Bonners Ferry man killed in crash

The Spokesman-Review

A Bonners Ferry man was killed Wednesday when his motorcycle struck a car that cut in front of him about 12:40 p.m. on State Highway 200 near Clark Fork, Idaho.

Idaho State Police identified the victim as 52-year-old Daniel Krmpotich. He had been eastbound on his 1988 Yamaha when he was killed.

Officers arrested 20-year-old Clark Fork resident Oly Morris on suspicion of vehicular manslaughter. Investigators said Morris was eastbound in his 2003 Mitsubishi automobile when he turned into the oncoming lane to make a left turn.

Morris noticed Krmpotich and attempted to swerve back into his own lane when Krmpotich struck the driver’s side of Morris’ car, according to state police.

Neither Morris nor his passenger, Walter Hayes, 19, of Clark Fork, was injured.

Boise

Capitol bonds OK’d

The plan to add a pair of two-story, 50,000-square-foot, underground wings to the Capitol and renovate the existing 100-year-old building cleared a hurdle Wednesday when a citizen panel approved the sale of $130 million in bonds to finance the project.

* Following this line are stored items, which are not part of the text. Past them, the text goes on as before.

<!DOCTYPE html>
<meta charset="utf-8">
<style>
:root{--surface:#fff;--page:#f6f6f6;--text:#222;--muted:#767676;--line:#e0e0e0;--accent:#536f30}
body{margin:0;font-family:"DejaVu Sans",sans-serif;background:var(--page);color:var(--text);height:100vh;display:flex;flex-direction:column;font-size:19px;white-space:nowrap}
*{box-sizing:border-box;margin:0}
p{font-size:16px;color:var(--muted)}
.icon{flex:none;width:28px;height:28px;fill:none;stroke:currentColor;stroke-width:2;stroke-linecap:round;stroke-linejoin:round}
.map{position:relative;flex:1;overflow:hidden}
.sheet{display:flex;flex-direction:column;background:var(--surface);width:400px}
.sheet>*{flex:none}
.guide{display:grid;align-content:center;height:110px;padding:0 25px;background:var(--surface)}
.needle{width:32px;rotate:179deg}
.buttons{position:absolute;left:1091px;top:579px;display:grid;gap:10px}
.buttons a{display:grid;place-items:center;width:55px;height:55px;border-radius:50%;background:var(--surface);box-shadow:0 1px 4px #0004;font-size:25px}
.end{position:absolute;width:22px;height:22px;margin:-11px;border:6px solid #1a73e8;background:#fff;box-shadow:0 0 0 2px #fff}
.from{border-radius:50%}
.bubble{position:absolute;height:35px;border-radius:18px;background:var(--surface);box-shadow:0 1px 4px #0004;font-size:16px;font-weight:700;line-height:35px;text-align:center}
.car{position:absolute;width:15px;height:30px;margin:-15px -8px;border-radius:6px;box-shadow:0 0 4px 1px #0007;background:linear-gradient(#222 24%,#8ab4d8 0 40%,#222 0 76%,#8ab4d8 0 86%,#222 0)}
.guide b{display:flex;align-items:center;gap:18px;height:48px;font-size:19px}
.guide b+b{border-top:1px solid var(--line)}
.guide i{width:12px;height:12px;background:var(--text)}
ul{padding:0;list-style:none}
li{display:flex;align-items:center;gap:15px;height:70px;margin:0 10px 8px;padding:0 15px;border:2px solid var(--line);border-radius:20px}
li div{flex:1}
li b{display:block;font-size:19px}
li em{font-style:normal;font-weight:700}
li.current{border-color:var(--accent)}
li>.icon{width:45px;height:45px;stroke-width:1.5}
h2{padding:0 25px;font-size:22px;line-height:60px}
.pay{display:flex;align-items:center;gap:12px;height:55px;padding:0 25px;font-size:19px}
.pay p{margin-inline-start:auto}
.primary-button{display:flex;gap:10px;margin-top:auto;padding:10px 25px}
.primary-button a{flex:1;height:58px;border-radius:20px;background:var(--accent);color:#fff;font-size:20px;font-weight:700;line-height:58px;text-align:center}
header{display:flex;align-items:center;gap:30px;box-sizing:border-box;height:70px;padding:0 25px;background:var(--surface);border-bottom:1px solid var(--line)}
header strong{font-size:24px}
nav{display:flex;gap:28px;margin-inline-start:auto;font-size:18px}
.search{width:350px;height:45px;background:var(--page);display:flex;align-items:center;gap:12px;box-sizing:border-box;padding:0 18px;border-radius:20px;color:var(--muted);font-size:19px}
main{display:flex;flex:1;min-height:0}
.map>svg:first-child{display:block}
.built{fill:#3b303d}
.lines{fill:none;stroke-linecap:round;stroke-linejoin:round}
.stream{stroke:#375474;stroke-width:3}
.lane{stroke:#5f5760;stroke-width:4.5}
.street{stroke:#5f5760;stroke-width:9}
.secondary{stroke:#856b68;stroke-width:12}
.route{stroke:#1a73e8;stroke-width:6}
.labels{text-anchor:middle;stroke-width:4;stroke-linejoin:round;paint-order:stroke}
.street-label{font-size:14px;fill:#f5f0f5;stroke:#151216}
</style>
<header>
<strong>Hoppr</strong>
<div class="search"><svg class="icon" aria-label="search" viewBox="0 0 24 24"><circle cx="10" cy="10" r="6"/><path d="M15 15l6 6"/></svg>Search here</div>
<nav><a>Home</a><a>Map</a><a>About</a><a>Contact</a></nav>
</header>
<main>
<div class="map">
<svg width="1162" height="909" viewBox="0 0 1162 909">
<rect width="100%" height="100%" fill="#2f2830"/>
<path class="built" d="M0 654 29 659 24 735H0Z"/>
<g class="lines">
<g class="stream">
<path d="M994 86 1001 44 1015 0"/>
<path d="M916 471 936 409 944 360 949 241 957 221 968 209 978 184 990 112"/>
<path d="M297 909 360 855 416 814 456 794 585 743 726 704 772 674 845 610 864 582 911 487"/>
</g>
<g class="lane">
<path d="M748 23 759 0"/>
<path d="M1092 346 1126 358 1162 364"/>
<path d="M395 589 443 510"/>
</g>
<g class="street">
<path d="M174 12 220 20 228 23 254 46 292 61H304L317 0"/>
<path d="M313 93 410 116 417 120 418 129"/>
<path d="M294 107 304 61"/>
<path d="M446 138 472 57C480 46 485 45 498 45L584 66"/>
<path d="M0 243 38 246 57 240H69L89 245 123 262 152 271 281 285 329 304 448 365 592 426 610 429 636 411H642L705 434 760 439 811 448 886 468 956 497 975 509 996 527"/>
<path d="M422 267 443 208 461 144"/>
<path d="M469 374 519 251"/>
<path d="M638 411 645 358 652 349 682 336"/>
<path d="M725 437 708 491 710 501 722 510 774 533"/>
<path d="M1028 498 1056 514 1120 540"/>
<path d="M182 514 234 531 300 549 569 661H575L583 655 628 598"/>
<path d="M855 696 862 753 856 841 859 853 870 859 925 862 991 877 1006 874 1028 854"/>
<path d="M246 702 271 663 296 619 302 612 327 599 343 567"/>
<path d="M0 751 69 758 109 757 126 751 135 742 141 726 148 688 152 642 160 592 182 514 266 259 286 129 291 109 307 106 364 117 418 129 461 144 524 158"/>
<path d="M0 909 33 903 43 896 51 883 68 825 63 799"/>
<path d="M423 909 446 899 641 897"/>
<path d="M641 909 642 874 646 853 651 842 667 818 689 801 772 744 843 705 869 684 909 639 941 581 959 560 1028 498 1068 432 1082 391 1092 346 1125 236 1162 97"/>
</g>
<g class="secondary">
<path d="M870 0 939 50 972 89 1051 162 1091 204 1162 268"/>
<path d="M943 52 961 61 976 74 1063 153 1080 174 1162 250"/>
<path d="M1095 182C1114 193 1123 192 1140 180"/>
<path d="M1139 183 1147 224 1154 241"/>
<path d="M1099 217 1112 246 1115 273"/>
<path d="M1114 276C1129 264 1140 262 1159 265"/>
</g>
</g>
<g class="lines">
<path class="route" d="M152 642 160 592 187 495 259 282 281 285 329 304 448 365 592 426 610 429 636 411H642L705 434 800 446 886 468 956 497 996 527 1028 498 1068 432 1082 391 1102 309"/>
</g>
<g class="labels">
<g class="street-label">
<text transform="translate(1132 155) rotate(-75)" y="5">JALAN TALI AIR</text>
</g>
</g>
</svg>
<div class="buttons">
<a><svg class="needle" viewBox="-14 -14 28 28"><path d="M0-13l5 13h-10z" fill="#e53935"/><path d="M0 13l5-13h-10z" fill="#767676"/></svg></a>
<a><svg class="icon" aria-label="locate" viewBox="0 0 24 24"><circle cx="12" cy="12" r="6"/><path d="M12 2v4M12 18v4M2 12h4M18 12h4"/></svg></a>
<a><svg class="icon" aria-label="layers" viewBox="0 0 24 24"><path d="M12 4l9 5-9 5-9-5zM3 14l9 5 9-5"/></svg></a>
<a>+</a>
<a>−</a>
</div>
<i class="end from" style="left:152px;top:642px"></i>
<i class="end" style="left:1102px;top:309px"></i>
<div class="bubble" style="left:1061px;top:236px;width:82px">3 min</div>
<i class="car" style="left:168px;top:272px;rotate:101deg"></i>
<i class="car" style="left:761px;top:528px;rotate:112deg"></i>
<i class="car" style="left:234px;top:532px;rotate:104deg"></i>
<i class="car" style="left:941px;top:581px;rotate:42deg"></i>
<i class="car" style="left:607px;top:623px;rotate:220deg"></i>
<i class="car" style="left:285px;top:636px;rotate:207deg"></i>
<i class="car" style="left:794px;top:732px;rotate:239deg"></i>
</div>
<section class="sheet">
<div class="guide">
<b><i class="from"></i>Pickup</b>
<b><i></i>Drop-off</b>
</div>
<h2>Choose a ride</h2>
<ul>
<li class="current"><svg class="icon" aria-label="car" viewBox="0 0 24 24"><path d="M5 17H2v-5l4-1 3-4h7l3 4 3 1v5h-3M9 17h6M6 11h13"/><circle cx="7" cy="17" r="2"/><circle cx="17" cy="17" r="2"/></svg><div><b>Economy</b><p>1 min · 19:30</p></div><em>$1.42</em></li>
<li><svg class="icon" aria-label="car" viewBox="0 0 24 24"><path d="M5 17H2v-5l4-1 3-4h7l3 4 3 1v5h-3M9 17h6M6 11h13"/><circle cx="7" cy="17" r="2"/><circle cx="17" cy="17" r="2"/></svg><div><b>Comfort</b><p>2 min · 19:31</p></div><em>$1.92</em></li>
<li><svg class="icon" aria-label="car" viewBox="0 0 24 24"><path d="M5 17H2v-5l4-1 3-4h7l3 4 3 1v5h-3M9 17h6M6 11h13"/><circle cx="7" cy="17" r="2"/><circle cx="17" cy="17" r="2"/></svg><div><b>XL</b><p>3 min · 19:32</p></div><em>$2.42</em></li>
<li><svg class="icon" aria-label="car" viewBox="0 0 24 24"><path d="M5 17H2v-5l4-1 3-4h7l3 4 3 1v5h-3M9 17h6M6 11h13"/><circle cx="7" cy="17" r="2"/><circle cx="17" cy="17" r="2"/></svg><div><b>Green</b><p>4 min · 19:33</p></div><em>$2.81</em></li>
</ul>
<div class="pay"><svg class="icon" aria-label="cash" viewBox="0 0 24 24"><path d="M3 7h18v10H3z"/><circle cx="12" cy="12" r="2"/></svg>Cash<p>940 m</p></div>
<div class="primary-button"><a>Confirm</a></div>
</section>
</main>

The 5-1 vote of the Idaho Building Authority board, which oversees the state’s long-term borrowing, comes despite opposition from both candidates for governor. Democrat Jerry Brady and Republican Butch Otter favor renovation of two adjacent state buildings, the old Ada County Courthouse and the Borah Post Office, to add meeting and office space. Otter has paid for TV campaign ads against the wings.

Money to repay the bonds, at an annual interest rate of 3.45 percent, will come from Idaho’s cigarette tax revenue, which totals about $30 million annually.

Portland

Judge sends salmon back

A salmon recovery plan for the upper Snake River that has sharply divided conservation groups and lawmakers is headed back to federal agencies with a warning from a judge who says he will not tolerate any more delays.

The ruling Tuesday by U.S. District Judge James Redden in Portland formally sent the plan, called a biological opinion, back to NOAA Fisheries to account for the effects of a related plan for the lower Snake and Columbia rivers.

“Given the precarious condition of the Snake River salmon and steelhead runs, the consequences of another failed biological opinion will be serious indeed,” Redden wrote.

Redden had already ruled last May the upper Snake plan needed to be rewritten to meet Endangered Species Act requirements that protect salmon and steelhead.